Whenever the word "bottom" turns up in a line below, that line should be copied.

(Collected data entries)

----

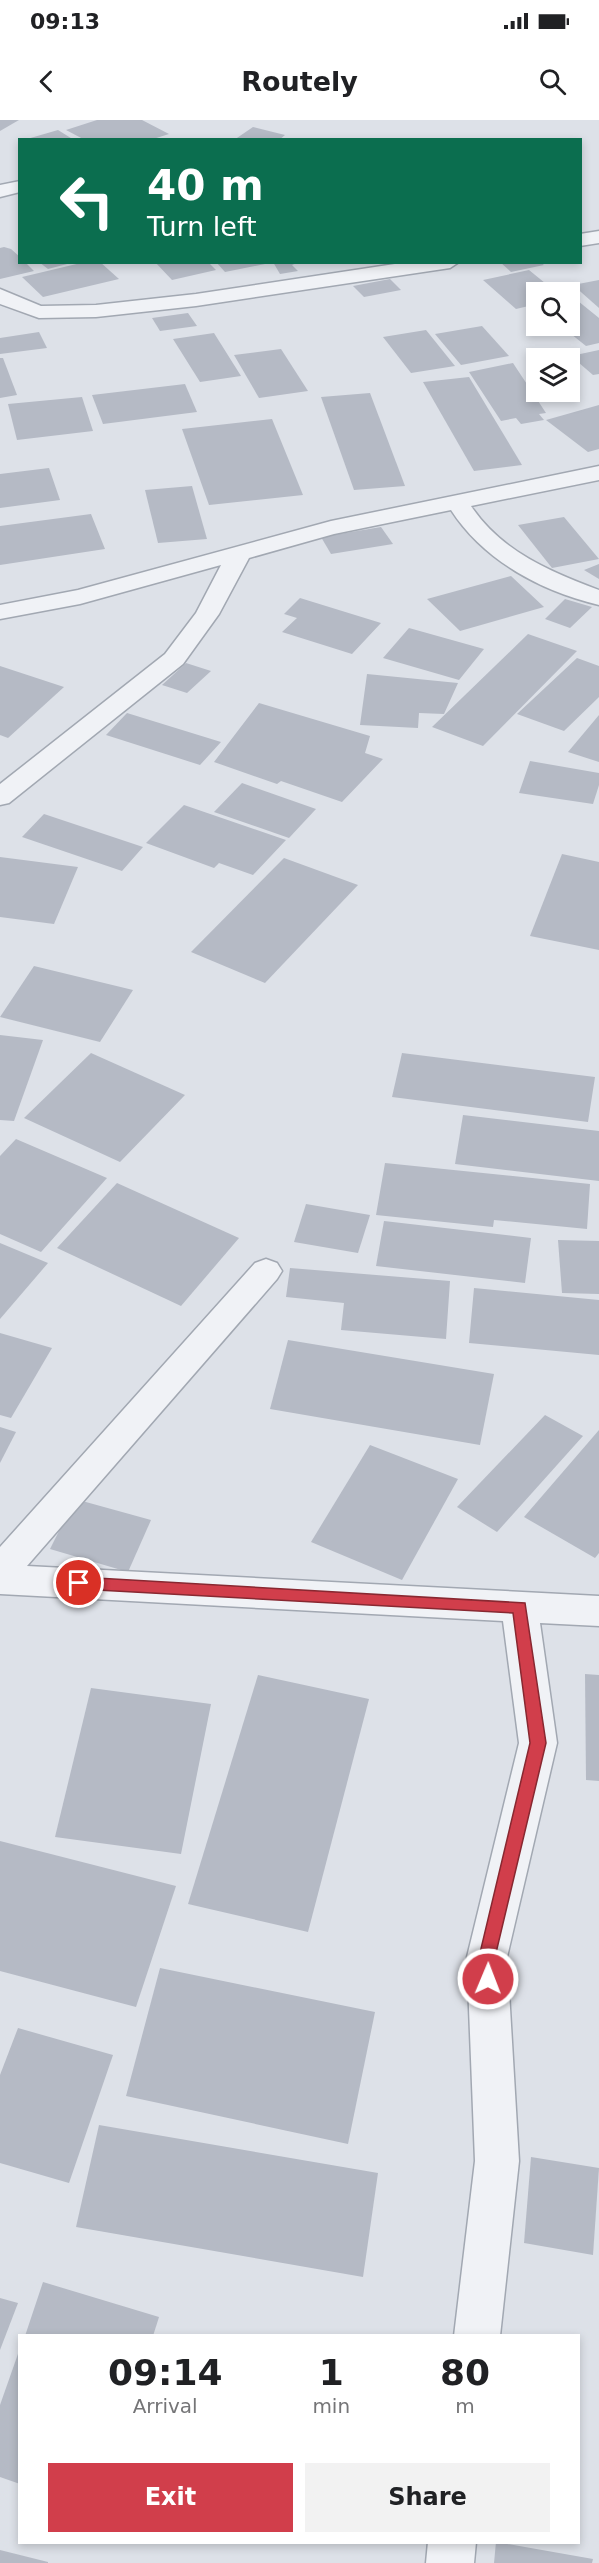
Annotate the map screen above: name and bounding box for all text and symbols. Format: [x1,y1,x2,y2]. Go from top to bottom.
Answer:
text: 09:13 [30,9,100,34]
icon: back [30,65,63,98]
icon: search [536,65,569,98]
text: Routely [241,66,358,97]
text: 40 m [147,161,264,210]
icon: left [48,162,126,240]
text: Turn left [147,211,257,242]
map controls [526,282,580,402]
button: search [526,282,580,336]
button: layers [526,348,580,402]
pin [53,1557,104,1608]
icon: arrive [62,1566,95,1599]
position arrow [456,1947,520,2011]
text: 09:14 [108,2352,222,2393]
text: 1 [319,2352,344,2393]
text: 80 [440,2352,490,2393]
text: Arrival [133,2394,198,2418]
text: min [312,2394,350,2418]
text: m [455,2394,475,2418]
button: Exit [48,2463,293,2532]
button: Share [305,2463,550,2532]

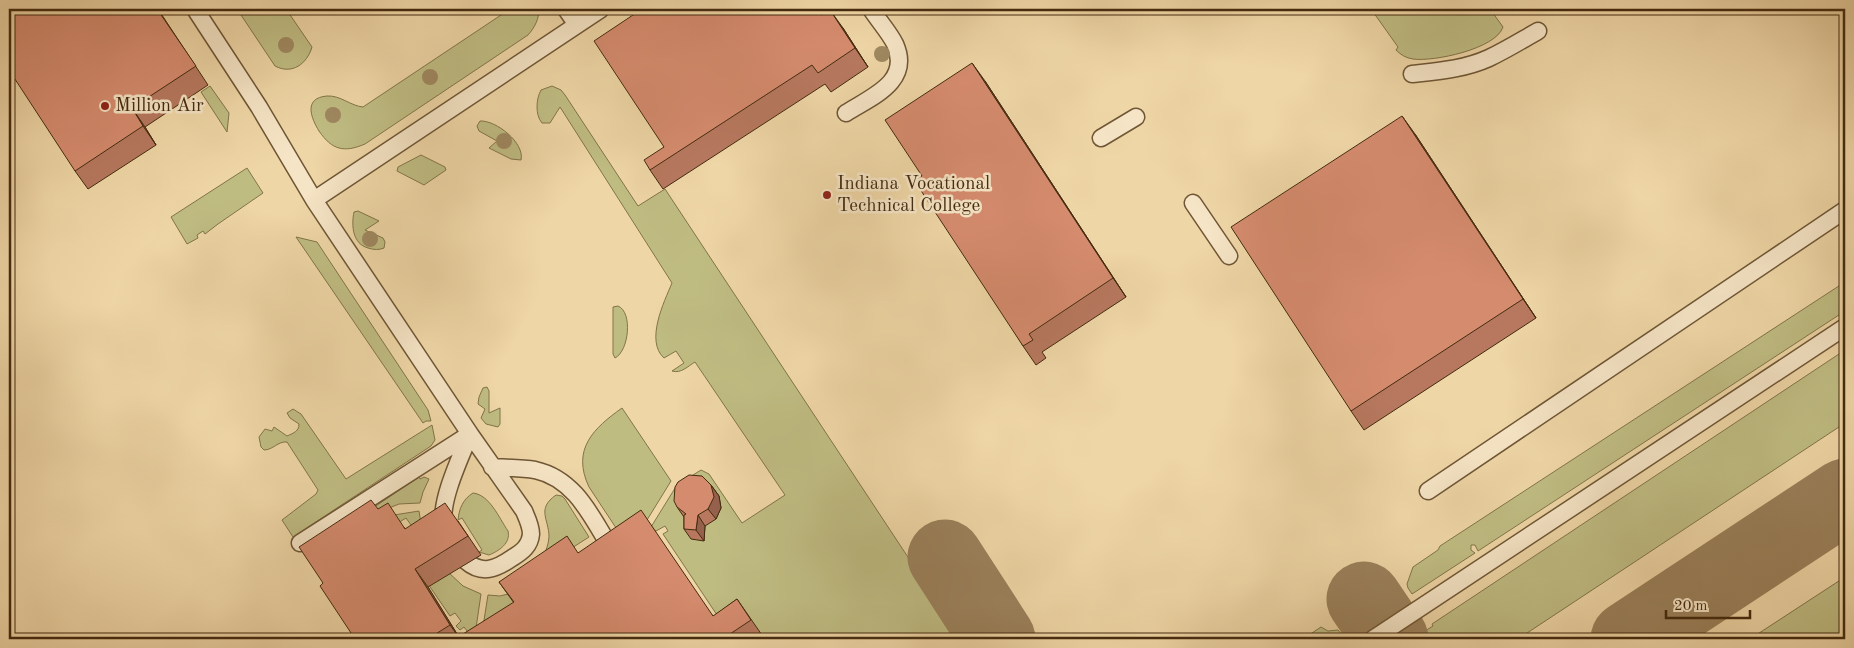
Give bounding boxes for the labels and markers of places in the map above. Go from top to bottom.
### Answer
place label: Million Air [115,97,204,116]
marker: Million Air [99,100,111,112]
place label: Indiana Vocational Technical College [837,175,990,216]
marker: Indiana Vocational Technical College [821,189,833,201]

----

> _Result_
Annotate the map screen above: name and bounding box for all text and symbols. Format: [x1,y1,x2,y2]. Go from top to bottom.
Give bounding boxes for the labels and markers of places in the map above. Go from top to bottom.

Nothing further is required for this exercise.